On Tuesday evening, a bunch of yellow balloons flew onto my porch and I instantly thought of the iconic scene: Anand walking on Juhu beach singing Zindagi kaisi hai paheli hai, little knowing that the next day that scene would be spooling endlessly on every TV channel.
Tonight the star that once shone so bright in our world will twinkle somewhere in the skies. That is what Rajesh Khanna said when asked about his charisma, “I am a star and I believe a star twinkles.”
Asha Parekh on her Kati Patang co-star
I first met him when Nasir Hussainsaab requested that I do a movie with him. He was completely a newcomer and I had no clue who he was. I remember he came to my house to meet me. After that one meeting, I told Nasirsaab that I’d do the film. It was his second film, Baharon Ke Sapne. The film didn’t do very well but he was such a fine actor. I didn’t really get to know him because he was very quiet and shy. He kept to himself through the whole shoot.

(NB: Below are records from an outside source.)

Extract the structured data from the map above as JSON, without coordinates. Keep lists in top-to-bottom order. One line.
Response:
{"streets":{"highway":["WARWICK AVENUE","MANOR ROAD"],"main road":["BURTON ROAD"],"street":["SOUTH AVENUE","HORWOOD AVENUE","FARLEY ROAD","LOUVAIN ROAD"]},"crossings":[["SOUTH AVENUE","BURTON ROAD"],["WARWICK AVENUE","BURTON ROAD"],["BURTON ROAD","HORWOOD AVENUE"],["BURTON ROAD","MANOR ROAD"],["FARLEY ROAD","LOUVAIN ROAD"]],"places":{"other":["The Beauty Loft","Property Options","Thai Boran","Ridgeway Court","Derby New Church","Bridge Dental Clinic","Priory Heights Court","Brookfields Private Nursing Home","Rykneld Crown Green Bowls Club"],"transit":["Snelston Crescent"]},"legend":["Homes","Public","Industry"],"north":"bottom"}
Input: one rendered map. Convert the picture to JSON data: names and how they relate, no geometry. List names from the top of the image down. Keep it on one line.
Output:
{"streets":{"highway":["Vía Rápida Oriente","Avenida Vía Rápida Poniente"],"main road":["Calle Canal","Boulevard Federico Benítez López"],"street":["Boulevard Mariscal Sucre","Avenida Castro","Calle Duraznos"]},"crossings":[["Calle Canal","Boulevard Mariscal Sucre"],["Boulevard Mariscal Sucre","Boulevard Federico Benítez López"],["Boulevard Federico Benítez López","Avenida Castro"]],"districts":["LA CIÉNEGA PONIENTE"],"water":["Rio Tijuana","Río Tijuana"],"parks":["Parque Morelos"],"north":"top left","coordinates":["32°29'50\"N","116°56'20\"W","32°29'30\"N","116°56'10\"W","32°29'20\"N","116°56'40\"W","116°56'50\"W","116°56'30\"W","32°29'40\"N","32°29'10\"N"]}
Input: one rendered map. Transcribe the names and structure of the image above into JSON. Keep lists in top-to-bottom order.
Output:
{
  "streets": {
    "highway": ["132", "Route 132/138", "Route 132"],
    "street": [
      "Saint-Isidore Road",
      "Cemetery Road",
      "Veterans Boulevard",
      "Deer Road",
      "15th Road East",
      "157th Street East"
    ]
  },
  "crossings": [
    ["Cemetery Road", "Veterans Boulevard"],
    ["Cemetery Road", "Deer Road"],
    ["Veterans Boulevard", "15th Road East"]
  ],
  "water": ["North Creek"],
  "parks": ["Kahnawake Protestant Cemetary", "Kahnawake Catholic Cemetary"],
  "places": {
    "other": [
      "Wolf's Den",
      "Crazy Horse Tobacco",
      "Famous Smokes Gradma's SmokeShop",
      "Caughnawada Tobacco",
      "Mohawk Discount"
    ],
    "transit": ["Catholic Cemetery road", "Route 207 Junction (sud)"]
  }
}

By the time we got together to shoot our next film Kati Patang, Aradhana had already happened and he had become The Rajesh Khanna. By then, thanks to his stardom, he had become a lot more open. I remember we used to chat all the time. I think I really got to know him during that film.
The hysteria he generated among fans was unheard of. Girls would run after him, tear his clothes and beg him to marry them! It used to be very entertaining and I used to tease him. When we were shooting for the song Jis gali mein tera ghar from Kati Patang at the lake in Nainital, we had to call the police for security because he was getting mobbed by fans.
Kaka loved sweets, especially after his meals. If by chance there wasn’t anything available, he would throw a fit. Considering the amount of time we spent together shooting, I picked up the habit from him.
By the time we shot Aan Milo Sajna, Kaka was at the peak of success. Everything around him had changed. The confidence he showed in Kati Patang was a lot more visible by the time we did Aan Milo. It also showed in his acting.
Though he had become such a huge star in such a short period, Kaka had a lot of patience. When we had to shoot the Achha toh hum chalte hain song for the film, Mukul Dutt, the director, wanted to film the last stanza in one shot at sunset. Everyone was on the edge because it was such a technical shoot. We were so nervous that either he or I would mess up the shoot. It took us two evenings to complete it. We last worked together in Dharm Aur Kanoon in 1984. Unfortunately, both of us got busy with our lives after that and didn’t really keep in touch.